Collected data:
Content starts

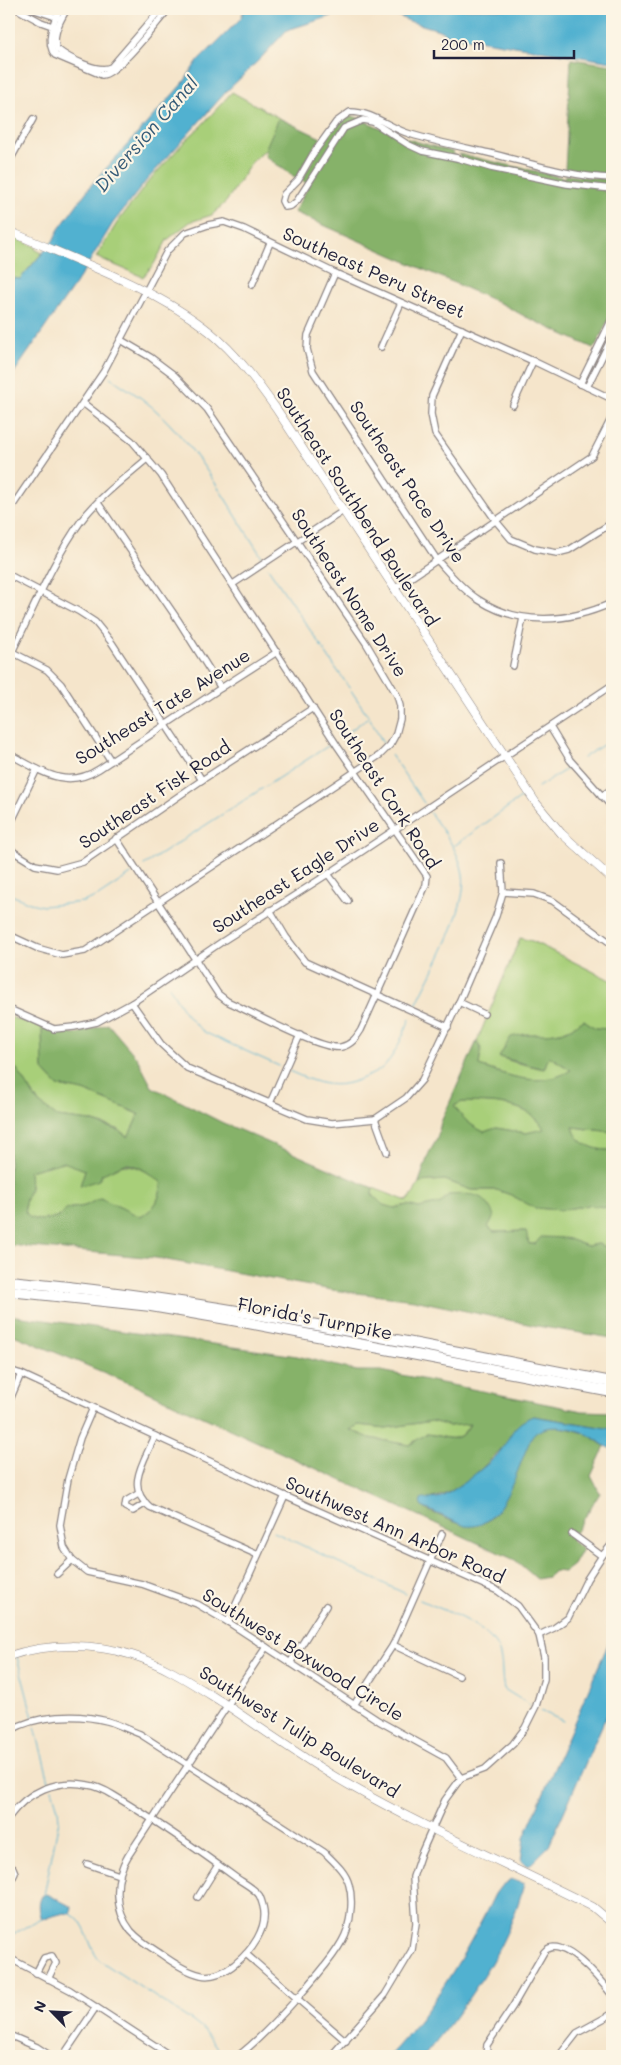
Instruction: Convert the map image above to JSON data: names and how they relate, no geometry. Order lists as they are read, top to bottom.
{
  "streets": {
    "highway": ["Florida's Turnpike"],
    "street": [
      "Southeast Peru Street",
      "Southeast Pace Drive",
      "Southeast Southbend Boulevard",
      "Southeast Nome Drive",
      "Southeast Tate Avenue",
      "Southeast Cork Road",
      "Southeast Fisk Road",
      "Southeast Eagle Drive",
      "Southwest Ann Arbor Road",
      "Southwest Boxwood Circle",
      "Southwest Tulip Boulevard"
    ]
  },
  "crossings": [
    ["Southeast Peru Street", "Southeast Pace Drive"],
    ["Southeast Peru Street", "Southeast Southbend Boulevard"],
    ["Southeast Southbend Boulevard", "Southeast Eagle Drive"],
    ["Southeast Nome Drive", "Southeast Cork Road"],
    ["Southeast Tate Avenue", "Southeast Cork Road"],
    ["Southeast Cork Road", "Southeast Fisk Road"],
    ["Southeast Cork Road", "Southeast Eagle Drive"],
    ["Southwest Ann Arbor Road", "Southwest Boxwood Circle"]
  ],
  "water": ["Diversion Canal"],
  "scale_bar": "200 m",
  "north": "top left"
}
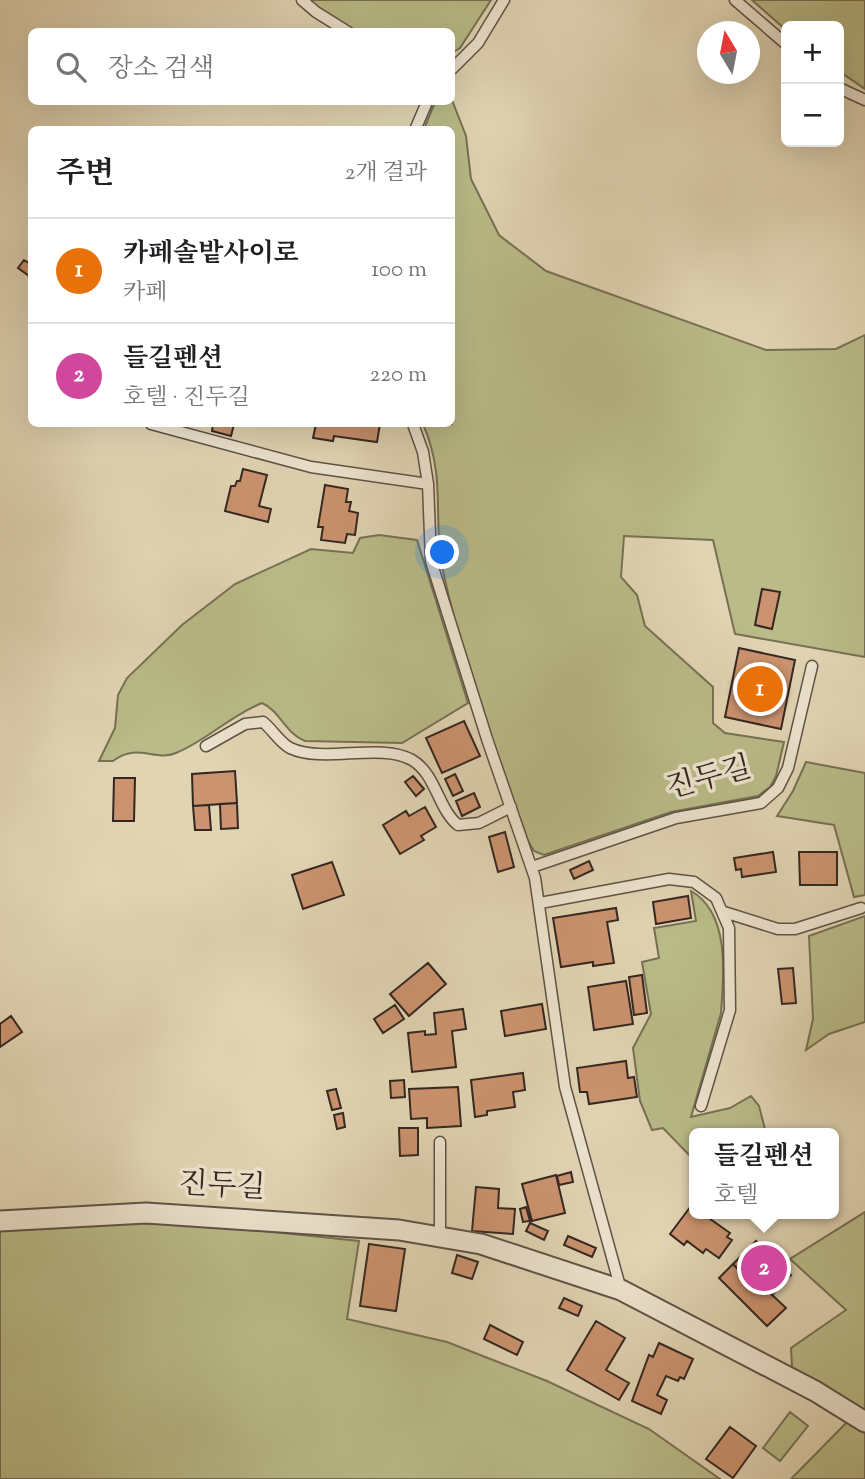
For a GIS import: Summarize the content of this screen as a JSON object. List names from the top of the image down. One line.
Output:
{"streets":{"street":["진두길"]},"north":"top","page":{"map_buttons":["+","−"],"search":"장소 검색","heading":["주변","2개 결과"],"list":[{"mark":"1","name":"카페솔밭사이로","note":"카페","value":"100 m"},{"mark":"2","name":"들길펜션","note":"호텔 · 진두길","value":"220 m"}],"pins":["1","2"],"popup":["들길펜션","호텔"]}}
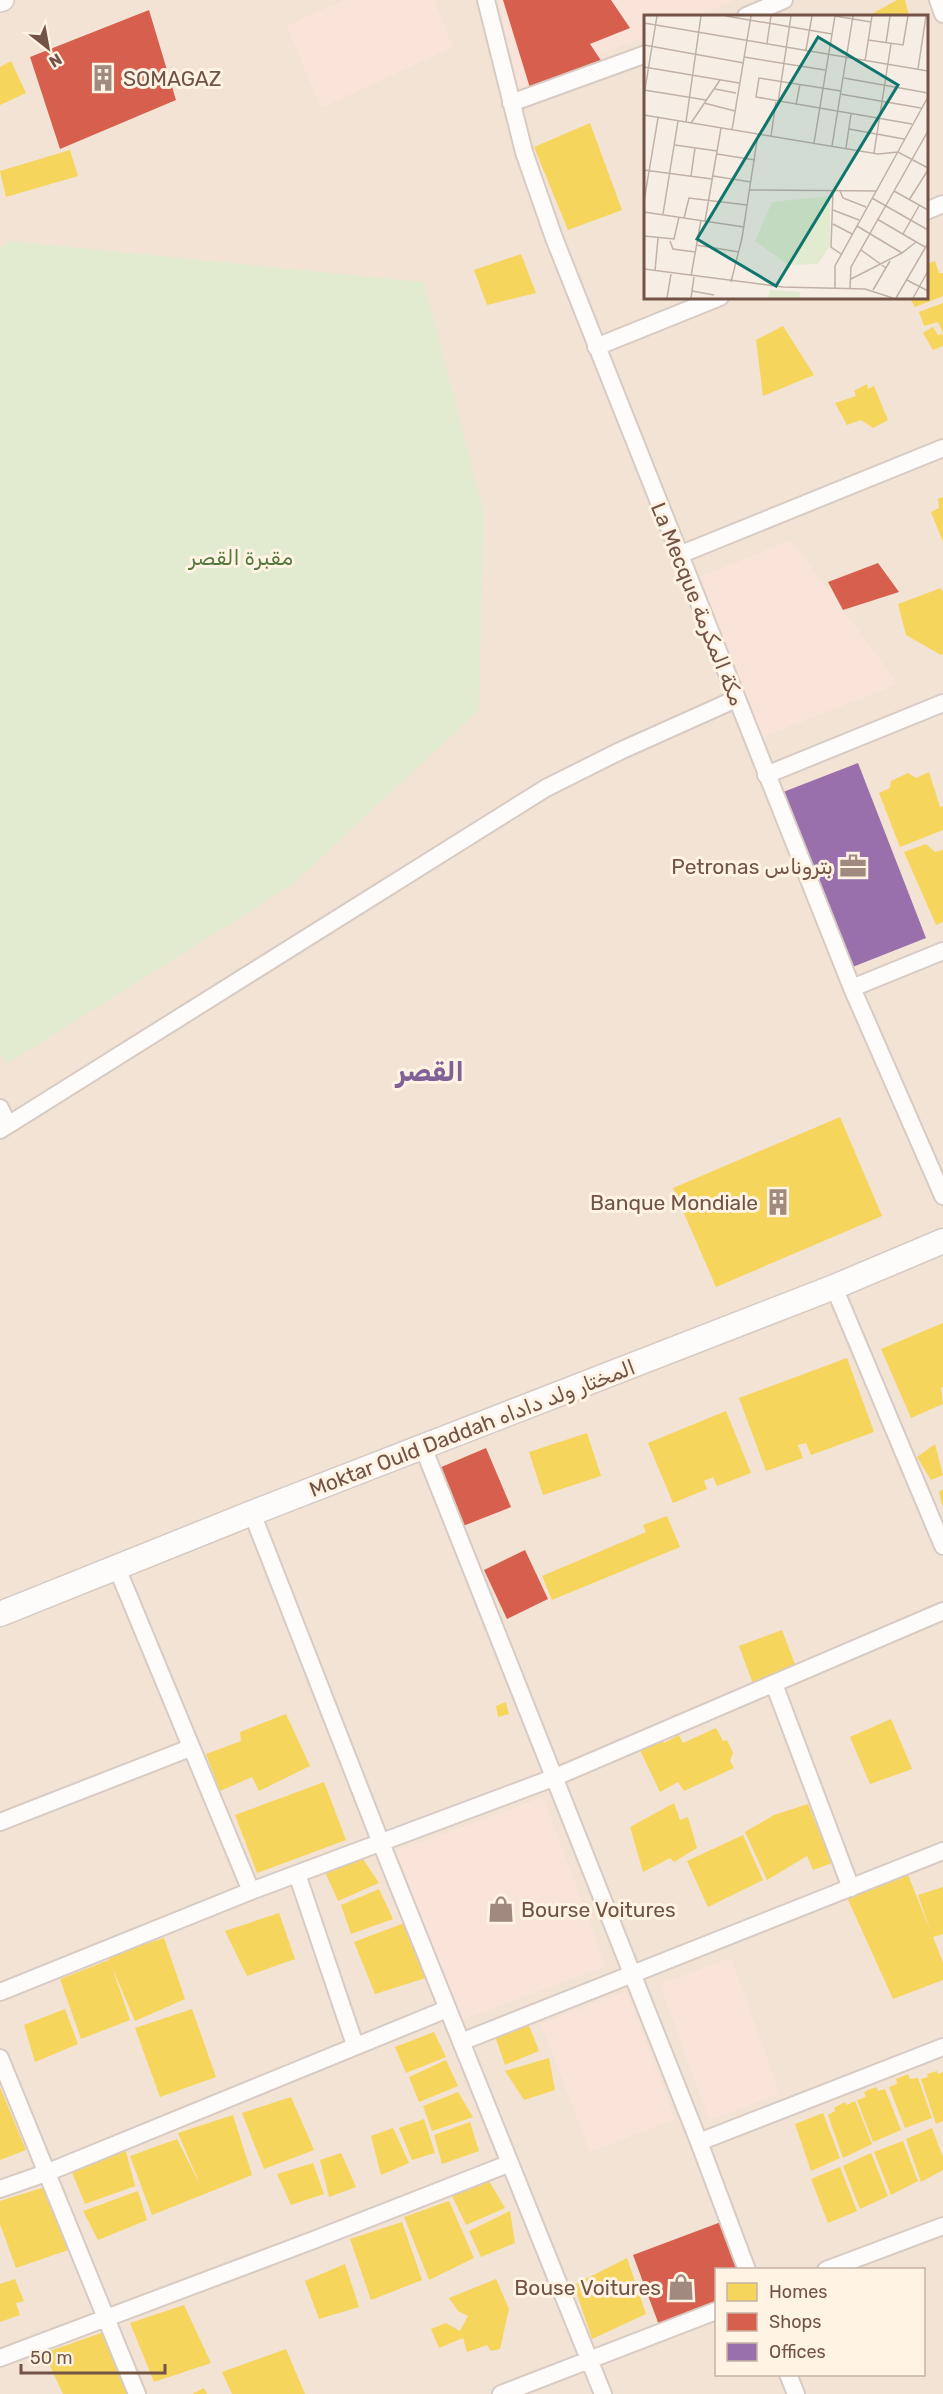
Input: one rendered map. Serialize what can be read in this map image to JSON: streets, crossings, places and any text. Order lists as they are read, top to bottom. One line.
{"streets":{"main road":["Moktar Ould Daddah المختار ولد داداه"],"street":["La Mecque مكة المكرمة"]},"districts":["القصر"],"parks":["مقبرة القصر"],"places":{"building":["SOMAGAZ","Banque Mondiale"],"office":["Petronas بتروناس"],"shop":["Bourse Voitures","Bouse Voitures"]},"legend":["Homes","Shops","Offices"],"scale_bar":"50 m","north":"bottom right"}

Content ends

- **Exercise prompt**:
Your copy should match the data above exactly, apart from the pictures.

- **Worked solution**:
Instruction: Convert the map image above to JSON data: names and how they relate, no geometry. Order lists as they are read, top to bottom.
{
  "streets": {
    "highway": ["Florida's Turnpike"],
    "street": [
      "Southeast Peru Street",
      "Southeast Pace Drive",
      "Southeast Southbend Boulevard",
      "Southeast Nome Drive",
      "Southeast Tate Avenue",
      "Southeast Cork Road",
      "Southeast Fisk Road",
      "Southeast Eagle Drive",
      "Southwest Ann Arbor Road",
      "Southwest Boxwood Circle",
      "Southwest Tulip Boulevard"
    ]
  },
  "crossings": [
    ["Southeast Peru Street", "Southeast Pace Drive"],
    ["Southeast Peru Street", "Southeast Southbend Boulevard"],
    ["Southeast Southbend Boulevard", "Southeast Eagle Drive"],
    ["Southeast Nome Drive", "Southeast Cork Road"],
    ["Southeast Tate Avenue", "Southeast Cork Road"],
    ["Southeast Cork Road", "Southeast Fisk Road"],
    ["Southeast Cork Road", "Southeast Eagle Drive"],
    ["Southwest Ann Arbor Road", "Southwest Boxwood Circle"]
  ],
  "water": ["Diversion Canal"],
  "scale_bar": "200 m",
  "north": "top left"
}
For a GIS import: Summarize the content of this screen as a JSON object. List names from the top of the image down. One line.
Output:
{"streets":{"street":["진두길"]},"north":"top","page":{"map_buttons":["+","−"],"search":"장소 검색","heading":["주변","2개 결과"],"list":[{"mark":"1","name":"카페솔밭사이로","note":"카페","value":"100 m"},{"mark":"2","name":"들길펜션","note":"호텔 · 진두길","value":"220 m"}],"pins":["1","2"],"popup":["들길펜션","호텔"]}}
Input: one rendered map. Serialize what can be read in this map image to JSON: streets, crossings, places and any text. Order lists as they are read, top to bottom. One line.
{"streets":{"main road":["Moktar Ould Daddah المختار ولد داداه"],"street":["La Mecque مكة المكرمة"]},"districts":["القصر"],"parks":["مقبرة القصر"],"places":{"building":["SOMAGAZ","Banque Mondiale"],"office":["Petronas بتروناس"],"shop":["Bourse Voitures","Bouse Voitures"]},"legend":["Homes","Shops","Offices"],"scale_bar":"50 m","north":"bottom right"}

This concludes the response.